El problema es que, para mí, las dos frases NO son equivalentes, porque una cosa es querer erradicar una convicción y otra cosa es querer mellarla.  Mellar algo puede ser el primer paso para erradicarlo por completo.


----------



## Neuromante

Una "mella en la honra" se refiere a que hay una mancha en la misma.
No es algo que le haces, si no algo que sufre la honra. Puedes mellar la honra haciendo públicas unas fotos comprometedoras o hacer mella en el ánimo e alguien, pero no significa que se resista a desaparecer.
En la frase que pusiste allí arriba "Duro de mellar" se está hablando del carácter de alguien.

Mellado es muy parecido al italiano "ammacato" cuando se habla de un caldero.


----------



## protool

Neuromante said:


> Una "mella en la honra" se refiere a que hay una mancha en la misma.
> No es algo que le haces, si no algo que sufre la honra. Puedes mellar la honra haciendo públicas unas fotos comprometedoras o hacer mella en el ánimo e alguien, pero no significa que se resista a desaparecer.
> En la frase que pusiste allí arriba "Duro de mellar" se está hablando del carácter de alguien.
> 
> Mellado es muy parecido al italiano "ammacato" cuando se habla de un caldero.


 

Lo siento, pero tengo que discrepar completamente de ti. Vale que "mellar" no cree una figura adapta con "duro", pero como nativo italiano te aseguro che "ammaccare" no tiene nada que ver, ya que este verbo significa "abollar".

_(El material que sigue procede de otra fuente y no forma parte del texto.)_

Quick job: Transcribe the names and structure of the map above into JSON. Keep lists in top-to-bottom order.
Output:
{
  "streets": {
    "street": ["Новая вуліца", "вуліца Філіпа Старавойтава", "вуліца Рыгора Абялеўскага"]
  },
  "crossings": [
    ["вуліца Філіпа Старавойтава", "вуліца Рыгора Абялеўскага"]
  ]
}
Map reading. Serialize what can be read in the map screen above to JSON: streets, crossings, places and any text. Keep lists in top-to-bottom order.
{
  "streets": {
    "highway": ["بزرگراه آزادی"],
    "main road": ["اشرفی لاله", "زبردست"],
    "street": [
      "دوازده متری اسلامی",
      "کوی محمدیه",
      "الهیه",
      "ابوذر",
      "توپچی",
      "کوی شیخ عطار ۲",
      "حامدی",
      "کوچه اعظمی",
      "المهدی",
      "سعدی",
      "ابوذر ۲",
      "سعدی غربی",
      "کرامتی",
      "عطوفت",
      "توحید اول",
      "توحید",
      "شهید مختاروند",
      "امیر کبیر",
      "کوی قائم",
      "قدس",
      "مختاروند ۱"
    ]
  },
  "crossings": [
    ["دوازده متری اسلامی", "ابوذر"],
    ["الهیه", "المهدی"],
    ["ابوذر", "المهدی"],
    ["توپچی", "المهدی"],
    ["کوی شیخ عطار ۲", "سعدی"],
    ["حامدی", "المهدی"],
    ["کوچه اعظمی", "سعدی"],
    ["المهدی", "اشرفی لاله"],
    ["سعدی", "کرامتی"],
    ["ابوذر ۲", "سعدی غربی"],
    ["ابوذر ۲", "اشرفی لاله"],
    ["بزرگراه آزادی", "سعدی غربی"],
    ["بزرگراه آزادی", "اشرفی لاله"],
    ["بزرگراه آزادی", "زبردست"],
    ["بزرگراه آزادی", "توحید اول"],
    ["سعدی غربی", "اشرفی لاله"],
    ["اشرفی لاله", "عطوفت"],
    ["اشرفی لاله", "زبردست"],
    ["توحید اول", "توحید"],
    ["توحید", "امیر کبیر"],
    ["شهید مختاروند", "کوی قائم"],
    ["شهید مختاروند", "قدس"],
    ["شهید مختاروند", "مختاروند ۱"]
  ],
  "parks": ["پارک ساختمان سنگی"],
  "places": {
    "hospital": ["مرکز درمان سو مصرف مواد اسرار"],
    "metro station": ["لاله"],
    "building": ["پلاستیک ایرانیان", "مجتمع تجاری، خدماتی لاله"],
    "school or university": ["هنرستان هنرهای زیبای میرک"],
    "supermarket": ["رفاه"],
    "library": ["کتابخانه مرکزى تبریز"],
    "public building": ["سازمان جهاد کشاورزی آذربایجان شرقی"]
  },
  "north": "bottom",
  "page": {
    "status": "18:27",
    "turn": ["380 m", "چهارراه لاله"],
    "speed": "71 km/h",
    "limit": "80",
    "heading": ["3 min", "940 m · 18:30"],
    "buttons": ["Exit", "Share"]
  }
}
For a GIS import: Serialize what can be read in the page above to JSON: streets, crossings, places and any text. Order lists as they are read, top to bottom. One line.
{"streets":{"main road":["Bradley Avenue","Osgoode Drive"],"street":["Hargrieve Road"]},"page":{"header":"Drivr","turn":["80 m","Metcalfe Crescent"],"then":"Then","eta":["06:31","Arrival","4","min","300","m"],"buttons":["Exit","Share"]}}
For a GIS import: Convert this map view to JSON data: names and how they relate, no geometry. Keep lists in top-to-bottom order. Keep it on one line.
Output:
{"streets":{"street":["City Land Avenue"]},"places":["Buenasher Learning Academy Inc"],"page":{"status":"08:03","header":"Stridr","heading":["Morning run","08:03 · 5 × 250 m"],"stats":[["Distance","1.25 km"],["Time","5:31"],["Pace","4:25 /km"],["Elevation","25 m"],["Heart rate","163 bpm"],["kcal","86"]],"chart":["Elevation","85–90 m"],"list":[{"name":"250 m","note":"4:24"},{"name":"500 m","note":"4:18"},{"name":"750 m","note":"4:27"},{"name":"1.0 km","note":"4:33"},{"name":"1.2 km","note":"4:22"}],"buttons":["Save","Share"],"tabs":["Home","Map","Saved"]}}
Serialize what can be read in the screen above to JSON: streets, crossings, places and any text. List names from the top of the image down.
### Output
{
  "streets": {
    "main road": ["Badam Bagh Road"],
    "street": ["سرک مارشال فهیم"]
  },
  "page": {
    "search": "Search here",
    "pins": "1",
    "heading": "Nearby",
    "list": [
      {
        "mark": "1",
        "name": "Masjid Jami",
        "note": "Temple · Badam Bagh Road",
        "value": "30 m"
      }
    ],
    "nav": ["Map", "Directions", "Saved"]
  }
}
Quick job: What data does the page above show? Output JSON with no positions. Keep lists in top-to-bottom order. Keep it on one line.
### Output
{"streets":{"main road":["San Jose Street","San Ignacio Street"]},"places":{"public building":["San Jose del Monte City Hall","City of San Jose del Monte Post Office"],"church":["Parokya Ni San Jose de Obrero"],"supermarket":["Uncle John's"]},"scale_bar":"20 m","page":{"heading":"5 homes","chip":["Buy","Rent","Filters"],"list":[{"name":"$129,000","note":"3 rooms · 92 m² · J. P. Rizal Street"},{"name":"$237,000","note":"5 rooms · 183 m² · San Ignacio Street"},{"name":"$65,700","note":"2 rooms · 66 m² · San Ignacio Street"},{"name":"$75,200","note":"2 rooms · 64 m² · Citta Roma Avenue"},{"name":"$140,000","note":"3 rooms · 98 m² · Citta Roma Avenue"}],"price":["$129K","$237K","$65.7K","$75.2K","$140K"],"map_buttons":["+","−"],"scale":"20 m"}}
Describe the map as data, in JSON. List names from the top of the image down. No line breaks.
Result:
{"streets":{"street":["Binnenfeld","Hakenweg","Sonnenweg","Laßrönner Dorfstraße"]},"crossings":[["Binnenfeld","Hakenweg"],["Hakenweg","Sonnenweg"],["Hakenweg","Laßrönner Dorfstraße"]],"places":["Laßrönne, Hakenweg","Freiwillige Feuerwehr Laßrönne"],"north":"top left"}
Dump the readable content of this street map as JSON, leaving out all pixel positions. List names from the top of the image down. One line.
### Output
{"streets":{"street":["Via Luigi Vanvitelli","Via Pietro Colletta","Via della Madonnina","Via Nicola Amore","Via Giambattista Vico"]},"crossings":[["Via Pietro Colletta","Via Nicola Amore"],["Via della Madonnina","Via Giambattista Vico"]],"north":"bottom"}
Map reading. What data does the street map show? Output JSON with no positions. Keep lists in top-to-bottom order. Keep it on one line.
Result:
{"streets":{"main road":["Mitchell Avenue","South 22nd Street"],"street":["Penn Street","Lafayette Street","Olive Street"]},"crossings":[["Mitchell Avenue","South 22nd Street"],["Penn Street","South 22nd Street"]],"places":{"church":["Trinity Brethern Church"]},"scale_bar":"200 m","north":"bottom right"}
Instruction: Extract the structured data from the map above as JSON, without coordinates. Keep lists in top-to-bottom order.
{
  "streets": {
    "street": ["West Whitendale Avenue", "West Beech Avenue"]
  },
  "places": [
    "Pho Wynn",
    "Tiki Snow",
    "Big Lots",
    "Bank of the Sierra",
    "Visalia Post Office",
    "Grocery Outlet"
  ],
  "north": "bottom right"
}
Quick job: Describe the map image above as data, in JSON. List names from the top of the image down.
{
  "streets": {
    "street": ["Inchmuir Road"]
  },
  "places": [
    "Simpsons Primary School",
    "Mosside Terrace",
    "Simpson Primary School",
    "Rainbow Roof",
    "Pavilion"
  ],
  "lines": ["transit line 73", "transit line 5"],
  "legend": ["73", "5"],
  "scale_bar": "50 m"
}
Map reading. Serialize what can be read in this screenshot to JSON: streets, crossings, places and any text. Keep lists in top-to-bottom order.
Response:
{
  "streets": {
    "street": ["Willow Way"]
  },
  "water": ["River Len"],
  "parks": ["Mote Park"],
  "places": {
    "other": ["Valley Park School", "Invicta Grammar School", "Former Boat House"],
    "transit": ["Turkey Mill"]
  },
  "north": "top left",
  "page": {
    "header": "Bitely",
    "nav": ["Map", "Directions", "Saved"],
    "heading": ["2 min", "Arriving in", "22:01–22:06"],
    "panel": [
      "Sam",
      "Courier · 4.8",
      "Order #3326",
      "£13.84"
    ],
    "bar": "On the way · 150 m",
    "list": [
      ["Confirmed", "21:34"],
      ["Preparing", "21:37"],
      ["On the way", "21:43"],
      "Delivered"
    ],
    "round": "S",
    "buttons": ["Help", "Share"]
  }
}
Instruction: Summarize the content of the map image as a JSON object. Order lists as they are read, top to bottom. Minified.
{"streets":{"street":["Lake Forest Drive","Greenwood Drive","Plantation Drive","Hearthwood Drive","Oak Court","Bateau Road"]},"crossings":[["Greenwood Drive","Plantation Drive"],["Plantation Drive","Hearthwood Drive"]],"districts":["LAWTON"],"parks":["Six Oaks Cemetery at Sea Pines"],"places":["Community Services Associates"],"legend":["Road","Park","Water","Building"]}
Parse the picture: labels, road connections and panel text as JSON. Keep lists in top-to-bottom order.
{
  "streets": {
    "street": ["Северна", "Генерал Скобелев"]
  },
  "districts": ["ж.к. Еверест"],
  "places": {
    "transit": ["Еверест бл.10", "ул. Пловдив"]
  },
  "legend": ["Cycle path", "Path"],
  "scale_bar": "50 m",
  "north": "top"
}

Ejemplo: Mi hanno ammaccato la macchina= Me han abollado el coche.

En cambio, por lo que concierne el español, "mellar" es justo una acción que tú realizas sobre un objeto material o figurado, no algo que sufre una entidad por sí sola. La "mella" es una hendidura en un cuerpo (in italiano "tacca"), "mellar" es más como "arañar en profundidad hasta llevarse un trozo de materia", en italiano "scalfire, intaccare". 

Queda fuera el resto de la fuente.